----- DATA SHOWN

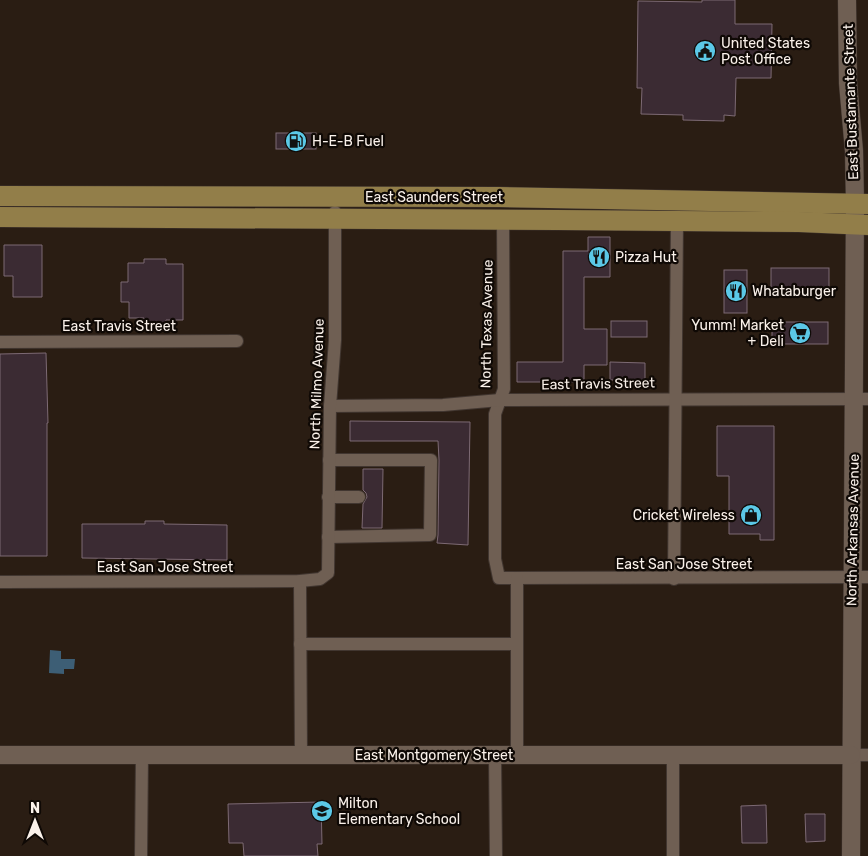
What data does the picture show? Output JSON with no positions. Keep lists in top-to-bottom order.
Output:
{
  "streets": {
    "main road": [
      "East Bustamante Street",
      "East Saunders Street",
      "North Arkansas Avenue",
      "East Montgomery Street"
    ],
    "street": [
      "North Texas Avenue",
      "East Travis Street",
      "North Milmo Avenue",
      "East San Jose Street"
    ]
  },
  "crossings": [
    ["East Bustamante Street", "East Saunders Street"],
    ["East Bustamante Street", "North Arkansas Avenue"],
    ["East Saunders Street", "North Texas Avenue"],
    ["East Saunders Street", "North Milmo Avenue"],
    ["East Saunders Street", "North Arkansas Avenue"],
    ["North Texas Avenue", "East Travis Street"],
    ["North Texas Avenue", "East San Jose Street"],
    ["East Travis Street", "North Milmo Avenue"],
    ["East Travis Street", "North Arkansas Avenue"],
    ["North Milmo Avenue", "East San Jose Street"],
    ["North Arkansas Avenue", "East San Jose Street"],
    ["North Arkansas Avenue", "East Montgomery Street"]
  ],
  "places": {
    "public building": ["United States Post Office"],
    "fuel station": ["H-E-B Fuel"],
    "restaurant": ["Pizza Hut", "Whataburger"],
    "supermarket": ["Yumm! Market + Deli"],
    "shop": ["Cricket Wireless"],
    "school or university": ["Milton Elementary School"]
  },
  "north": "top"
}
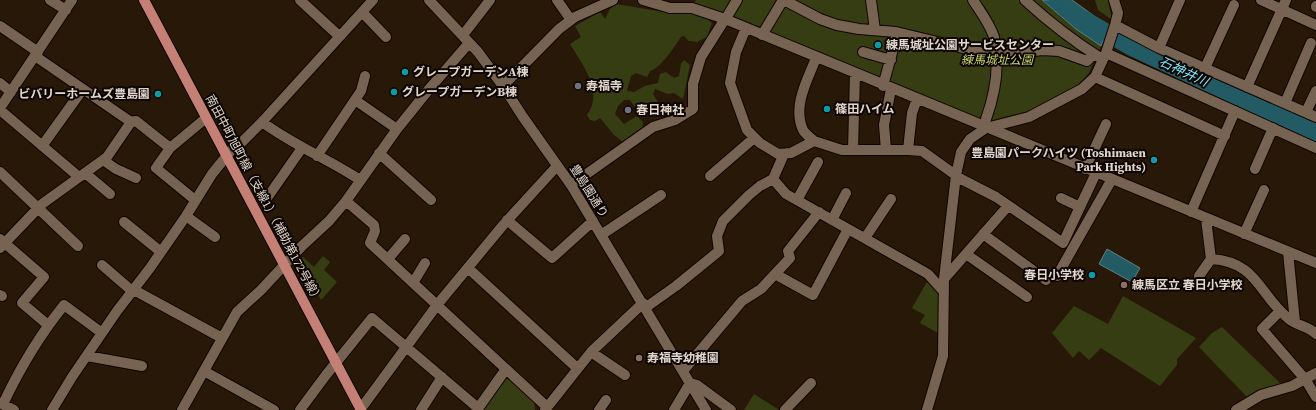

----------

REQUIREMENT: Locate the lines above that contain "Jose" and copy them.

OUTPUT FOR THIS EXERCISE:
      "East San Jose Street"
    ["North Texas Avenue", "East San Jose Street"],
    ["North Milmo Avenue", "East San Jose Street"],
    ["North Arkansas Avenue", "East San Jose Street"],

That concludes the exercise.